The court may exclude relevant evidence if its probative value is substantially outweighed by a danger of one or more of the following: unfair prejudice, confusing the issues, misleading the jury, undue delay, wasting time, or needlessly presenting cumulative evidence.
2011 Advisory Committee Note. The language of this rule has been amended as part of the restyling of the Evidence Rules to make them more easily understood and to make class and terminology consistent throughout the rules. These changes are intended to be stylistic only. There is no intent to change any result in any ruling on evidence admissibility. This rule is the federal rule, verbatim.

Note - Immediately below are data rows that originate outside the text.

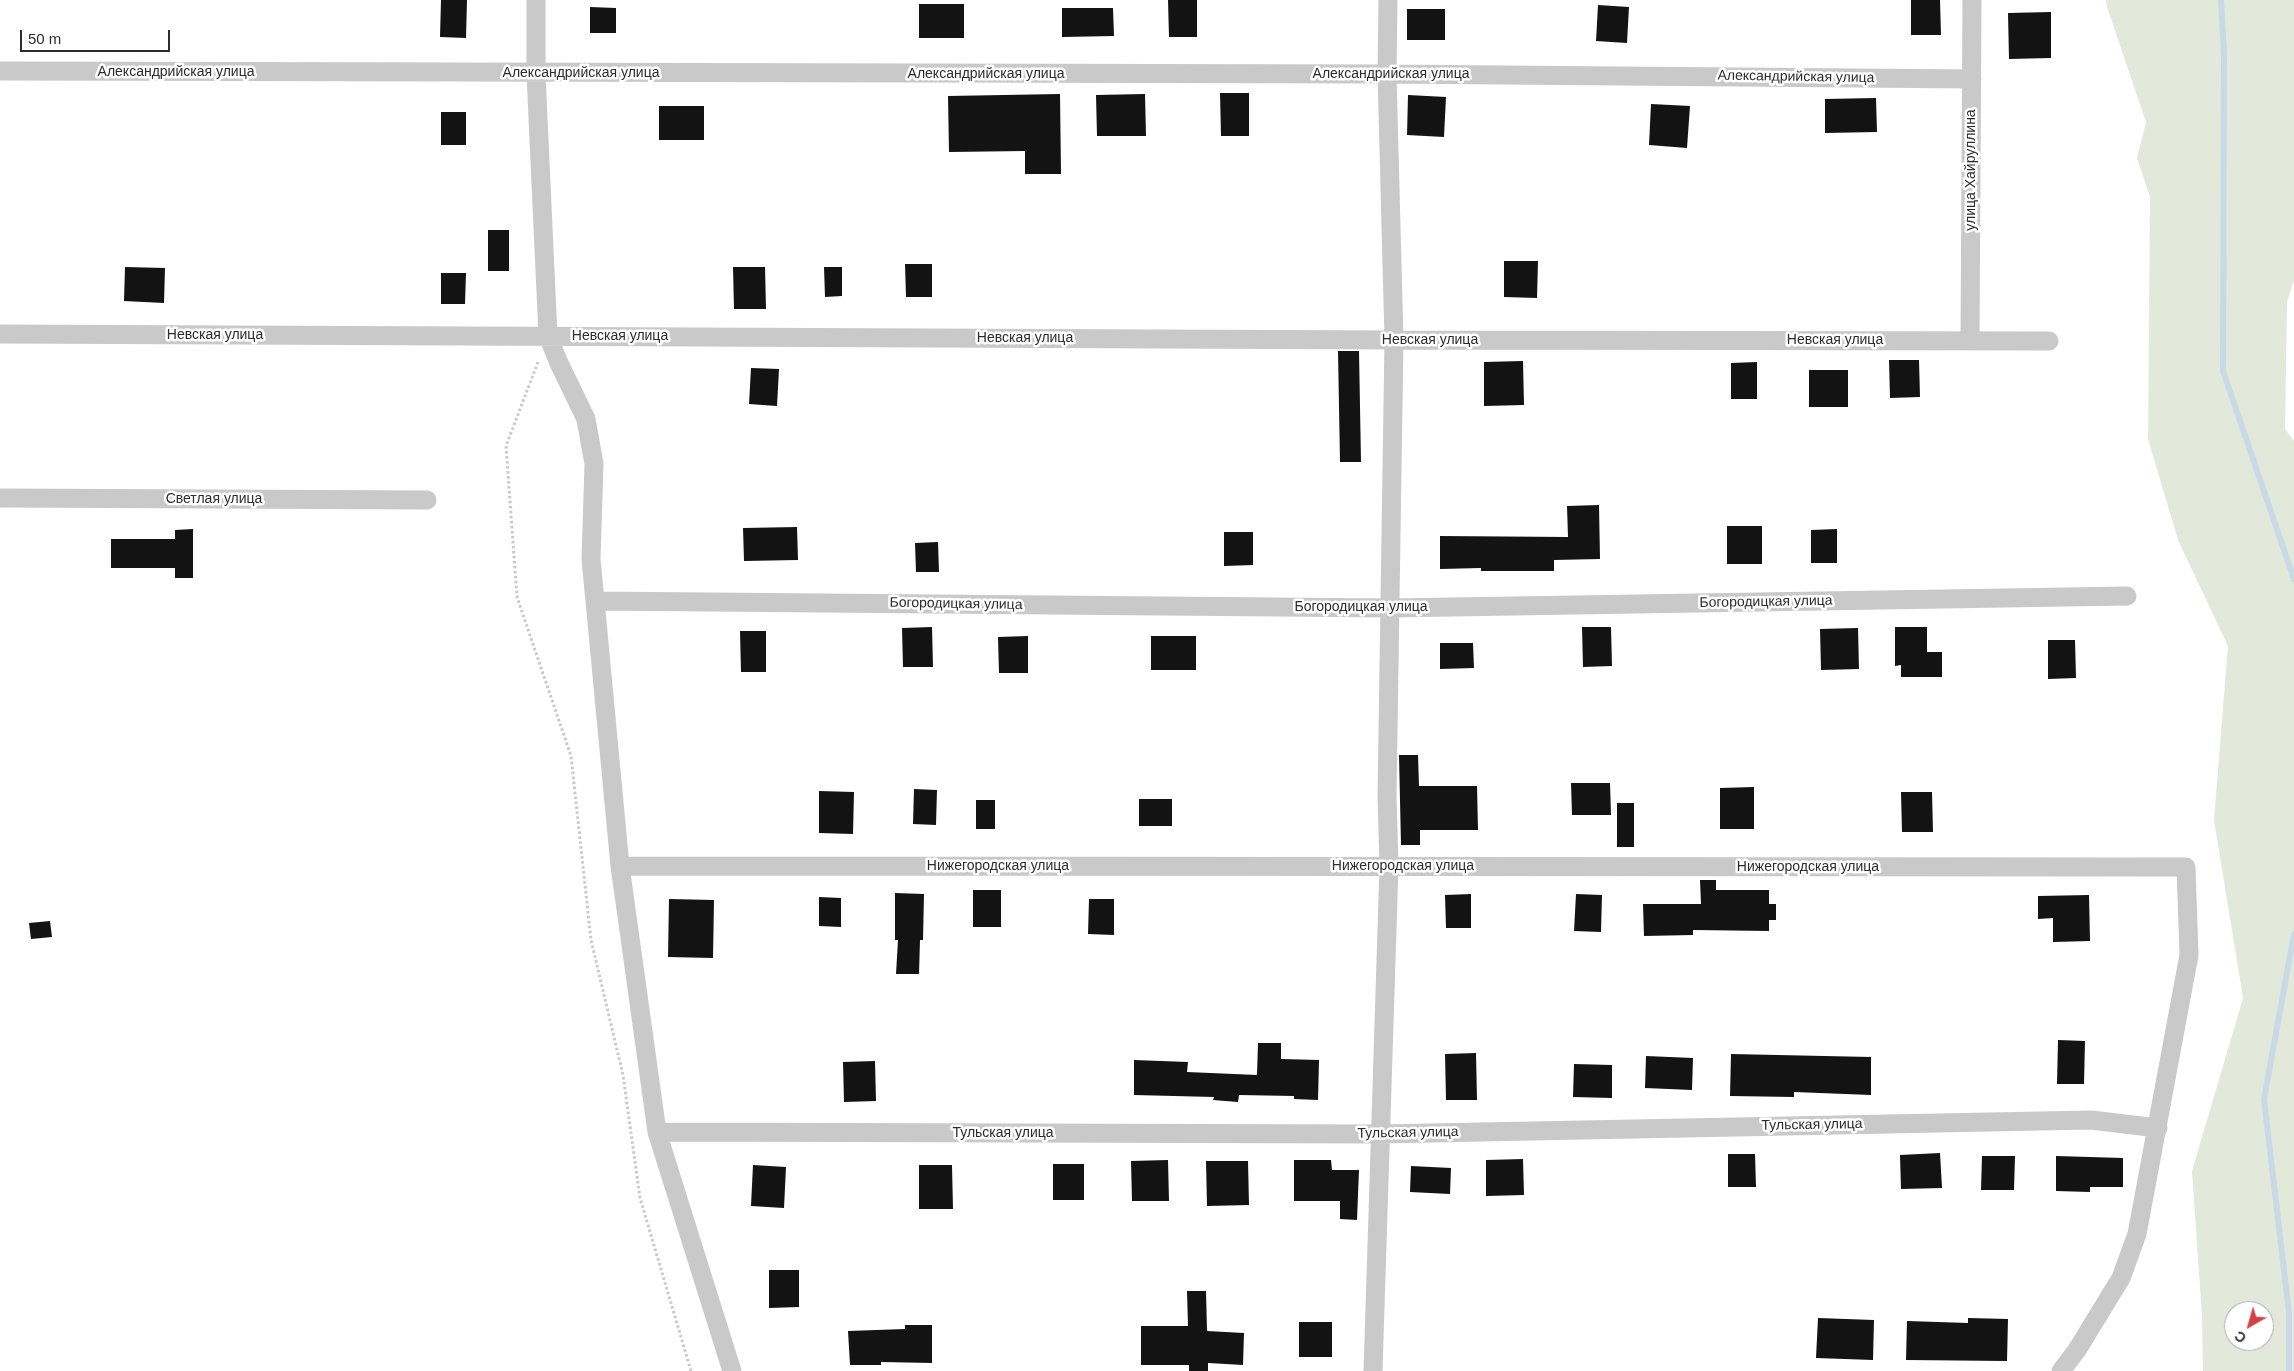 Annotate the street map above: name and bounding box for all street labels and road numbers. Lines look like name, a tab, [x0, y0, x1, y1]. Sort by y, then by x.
street label: Александрийская улица	[98, 64, 254, 80]
street label: Александрийская улица	[503, 65, 659, 81]
street label: Александрийская улица	[908, 66, 1064, 82]
street label: Александрийская улица	[1313, 66, 1469, 82]
street label: Александрийская улица	[1717, 67, 1875, 87]
street label: улица Хайруллина	[1963, 109, 1979, 231]
street label: Невская улица	[167, 327, 263, 343]
street label: Невская улица	[572, 328, 668, 344]
street label: Невская улица	[977, 330, 1073, 346]
street label: Невская улица	[1382, 332, 1478, 348]
street label: Невская улица	[1787, 332, 1883, 348]
street label: Светлая улица	[166, 491, 262, 507]
street label: Богородицкая улица	[1699, 592, 1833, 612]
street label: Богородицкая улица	[889, 594, 1023, 614]
street label: Богородицкая улица	[1294, 599, 1428, 615]
street label: Нижегородская улица	[927, 858, 1069, 874]
street label: Нижегородская улица	[1332, 858, 1474, 874]
street label: Нижегородская улица	[1737, 859, 1879, 875]
street label: Тульская улица	[1761, 1116, 1863, 1134]
street label: Тульская улица	[1357, 1124, 1459, 1142]
street label: Тульская улица	[952, 1125, 1054, 1141] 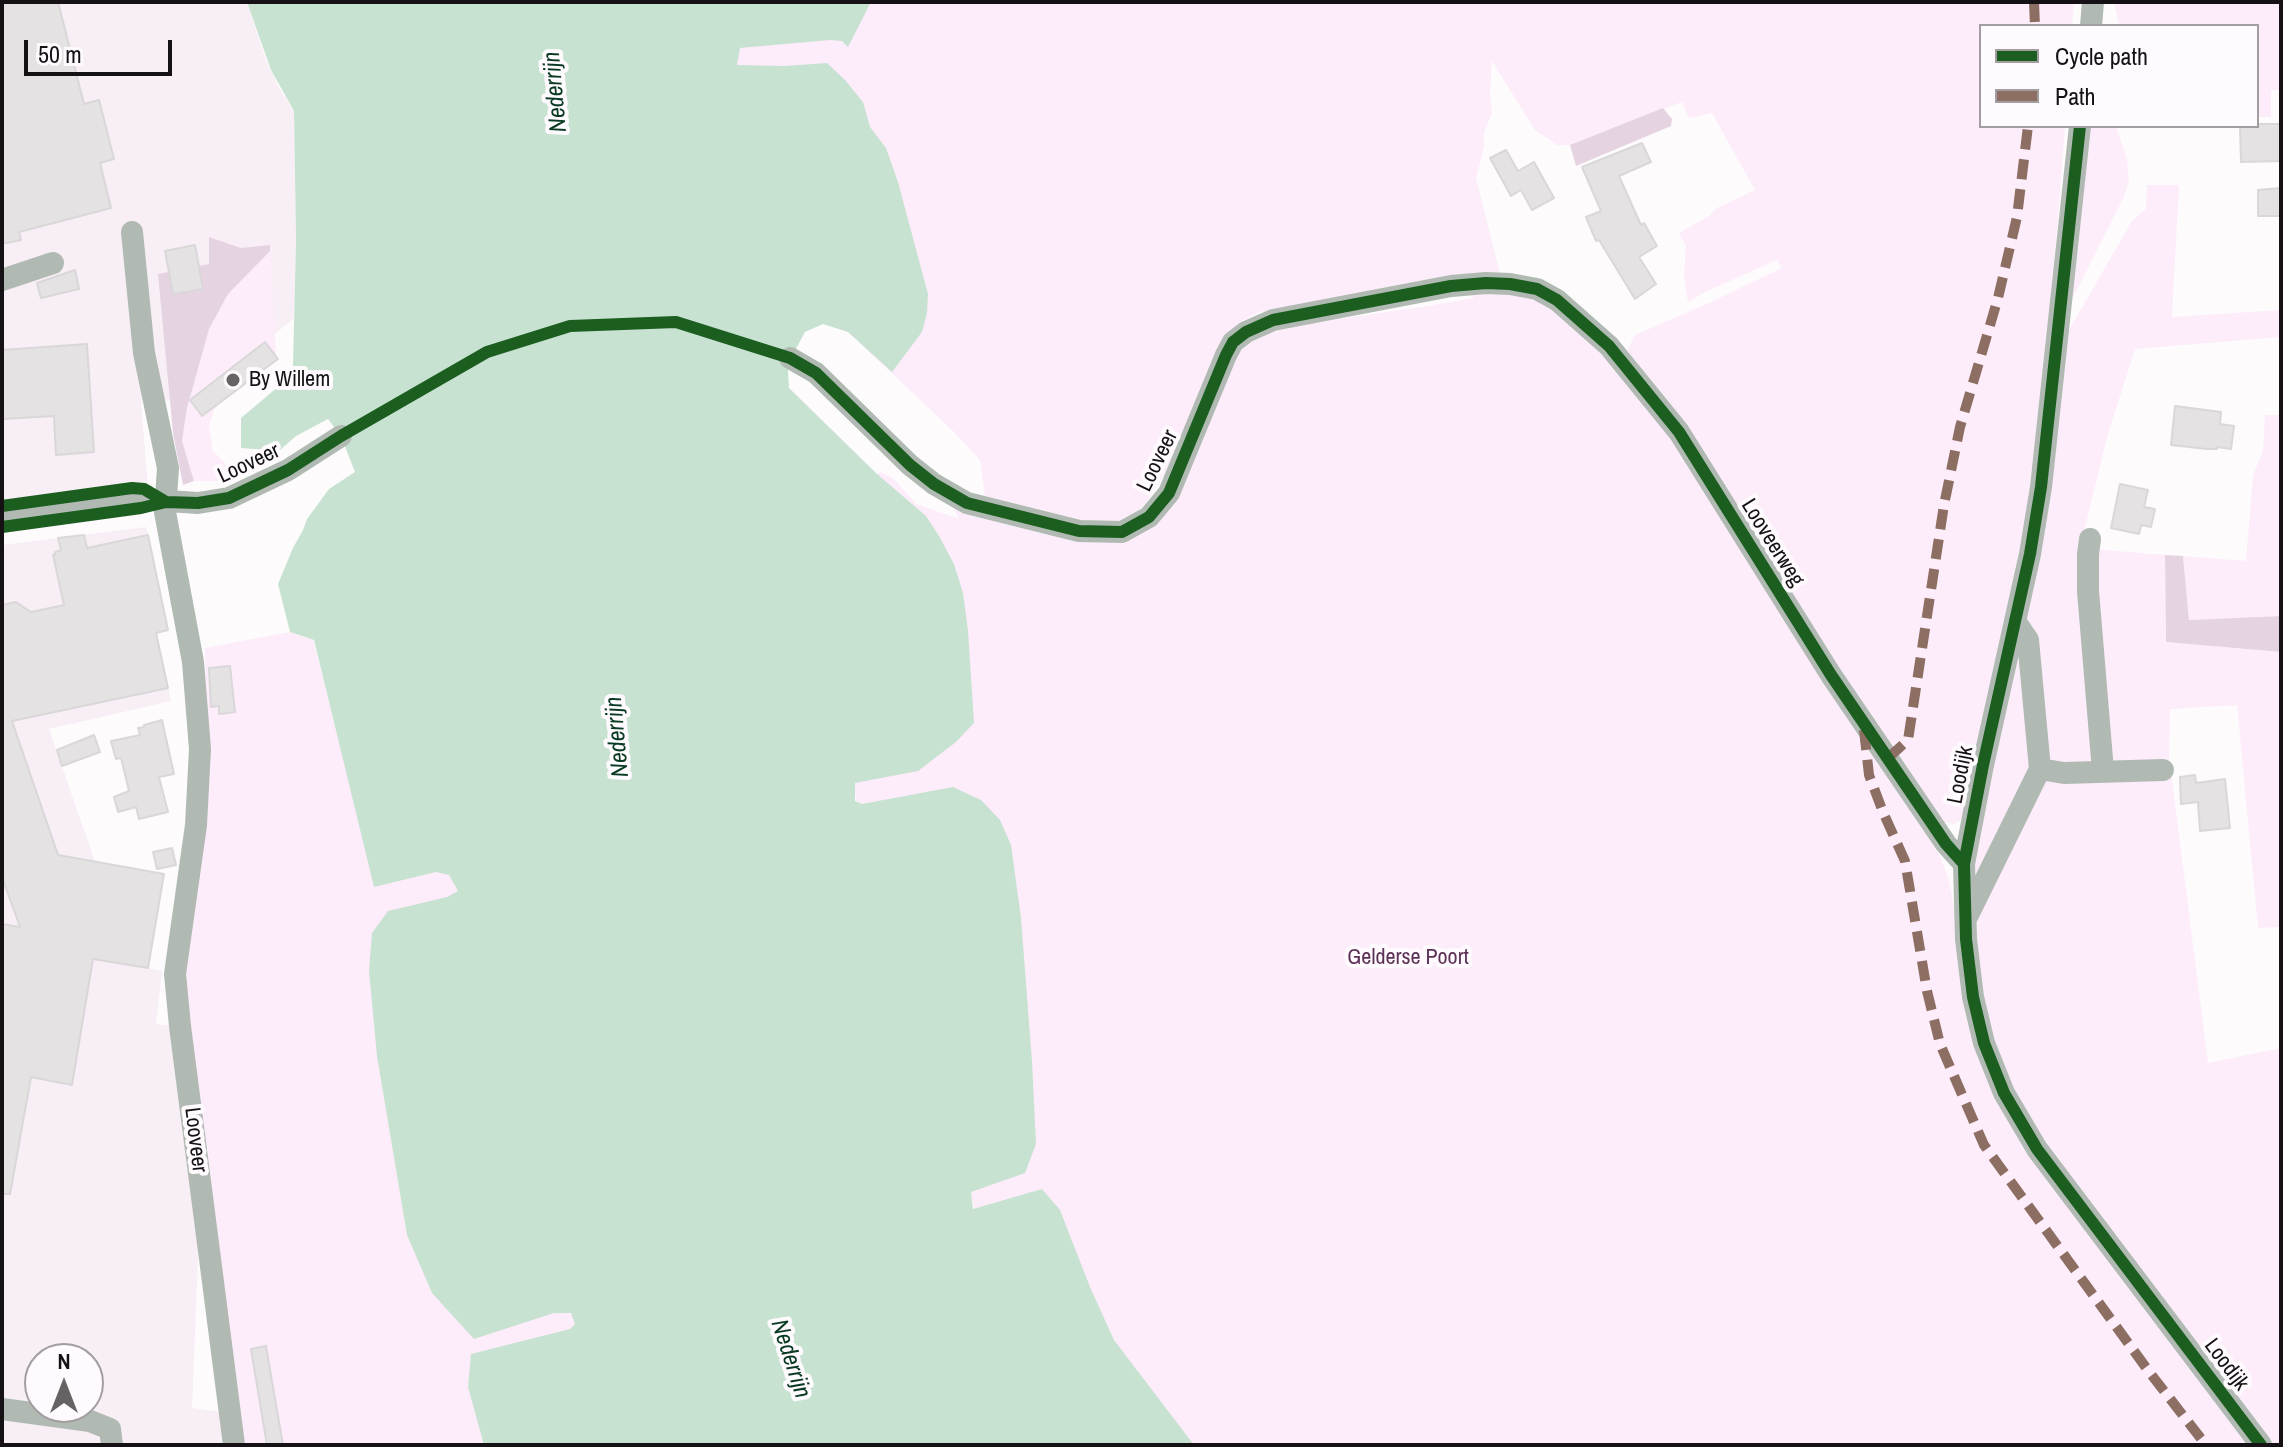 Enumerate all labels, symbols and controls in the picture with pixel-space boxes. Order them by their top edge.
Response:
scale bar [28,24,176,74]
legend [1979,24,2259,128]
text: 50 m [38,38,82,70]
text: Cycle path [2055,40,2148,72]
water label: Nederrijn [538,50,574,134]
text: Path [2055,80,2096,112]
place label: By Willem [249,367,330,393]
marker: By Willem [224,371,242,389]
street label: Looveer [1132,426,1184,496]
street label: Looveer [214,438,284,490]
street label: Looveerweg [1735,494,1809,592]
water label: Nederrijn [600,695,636,779]
street label: Loodijk [1942,744,1980,806]
park label: Gelderse Poort [1347,945,1469,971]
street label: Looveer [178,1106,212,1174]
water label: Nederrijn [764,1316,816,1402]
street label: Loodijk [2198,1334,2254,1396]
north arrow [24,1343,104,1423]
text: N [57,1346,71,1376]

Original Advisory Committee Note. This rule is the federal rule, verbatim, and is substantively comparable to Rule 45, Utah Rules of Evidence (1971) except that "surprise" is not included as a basis for exclusion of relevant evidence. The change in language is not one of substance, since "surprise" would be within the concept of "unfair prejudice" as contained in Rule 403. See also Advisory Committee Note to Federal Rule 403 indicating that a continuance in most instances would be a more appropriate method of dealing with "surprise." See also Smith v. Estelle, 445 F. Supp. 647 (N.D. Tex. 1977) (surprise use of psychiatric testimony in capital case ruled prejudicial and violation of due process). See the following Utah cases to the same effect. Terry v. Zions Coop. Mercantile Inst., 605 P.2d 314 (Utah 1979); State v. Johns, 615 P.2d 1260 (Utah 1980); Reiser v. Lohner, 641 P.2d 93 (Utah 1982).